Stored data
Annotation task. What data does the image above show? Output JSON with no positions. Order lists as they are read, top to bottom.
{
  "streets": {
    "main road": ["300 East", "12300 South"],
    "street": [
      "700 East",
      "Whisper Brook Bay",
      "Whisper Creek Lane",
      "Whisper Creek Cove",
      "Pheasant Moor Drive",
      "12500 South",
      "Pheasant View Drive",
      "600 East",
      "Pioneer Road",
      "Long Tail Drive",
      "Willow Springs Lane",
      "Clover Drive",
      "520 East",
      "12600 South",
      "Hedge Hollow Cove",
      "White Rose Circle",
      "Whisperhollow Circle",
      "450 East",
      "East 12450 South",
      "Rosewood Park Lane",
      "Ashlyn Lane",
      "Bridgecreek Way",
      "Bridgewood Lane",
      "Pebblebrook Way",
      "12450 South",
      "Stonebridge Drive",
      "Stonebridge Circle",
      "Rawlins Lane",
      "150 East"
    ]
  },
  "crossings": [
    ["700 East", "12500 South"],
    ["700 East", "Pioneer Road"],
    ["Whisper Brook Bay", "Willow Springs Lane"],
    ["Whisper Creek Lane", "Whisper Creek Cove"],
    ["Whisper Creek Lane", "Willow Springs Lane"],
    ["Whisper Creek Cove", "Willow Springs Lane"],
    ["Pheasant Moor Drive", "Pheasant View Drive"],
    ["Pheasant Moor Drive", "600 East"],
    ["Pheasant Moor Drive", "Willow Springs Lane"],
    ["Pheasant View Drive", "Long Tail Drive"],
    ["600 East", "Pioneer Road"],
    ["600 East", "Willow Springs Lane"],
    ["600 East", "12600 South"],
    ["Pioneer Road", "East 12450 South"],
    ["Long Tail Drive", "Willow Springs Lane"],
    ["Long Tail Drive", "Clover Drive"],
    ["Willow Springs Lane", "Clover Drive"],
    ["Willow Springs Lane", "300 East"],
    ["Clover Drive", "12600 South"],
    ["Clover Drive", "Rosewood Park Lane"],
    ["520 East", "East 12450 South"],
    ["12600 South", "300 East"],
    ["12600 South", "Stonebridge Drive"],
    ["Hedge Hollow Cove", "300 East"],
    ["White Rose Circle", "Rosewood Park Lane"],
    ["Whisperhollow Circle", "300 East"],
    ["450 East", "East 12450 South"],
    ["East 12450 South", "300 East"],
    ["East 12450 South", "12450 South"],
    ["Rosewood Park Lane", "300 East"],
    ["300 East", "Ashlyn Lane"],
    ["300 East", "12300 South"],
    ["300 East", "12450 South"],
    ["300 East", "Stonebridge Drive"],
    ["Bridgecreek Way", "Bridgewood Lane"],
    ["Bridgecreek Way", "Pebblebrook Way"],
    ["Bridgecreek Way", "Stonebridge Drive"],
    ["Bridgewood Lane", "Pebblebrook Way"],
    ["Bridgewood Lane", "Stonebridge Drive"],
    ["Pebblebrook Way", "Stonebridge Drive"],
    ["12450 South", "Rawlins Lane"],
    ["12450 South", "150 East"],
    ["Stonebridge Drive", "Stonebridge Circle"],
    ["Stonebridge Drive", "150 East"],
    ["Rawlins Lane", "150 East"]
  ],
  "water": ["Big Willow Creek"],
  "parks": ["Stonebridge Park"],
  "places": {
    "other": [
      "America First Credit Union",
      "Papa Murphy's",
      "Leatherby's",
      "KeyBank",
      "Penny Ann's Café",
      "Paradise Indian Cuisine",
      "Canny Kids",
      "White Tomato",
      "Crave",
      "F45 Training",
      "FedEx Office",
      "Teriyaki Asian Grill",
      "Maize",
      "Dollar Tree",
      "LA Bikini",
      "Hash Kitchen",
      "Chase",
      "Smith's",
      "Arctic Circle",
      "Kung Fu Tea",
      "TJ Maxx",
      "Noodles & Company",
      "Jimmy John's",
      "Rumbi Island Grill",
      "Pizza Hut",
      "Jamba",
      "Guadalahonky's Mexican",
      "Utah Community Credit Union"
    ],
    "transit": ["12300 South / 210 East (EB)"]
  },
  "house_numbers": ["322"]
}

Work instructions
In the records above, find each line that mentions the word "Union", and copy it.

Result of the exercise
      "America First Credit Union",
      "Utah Community Credit Union"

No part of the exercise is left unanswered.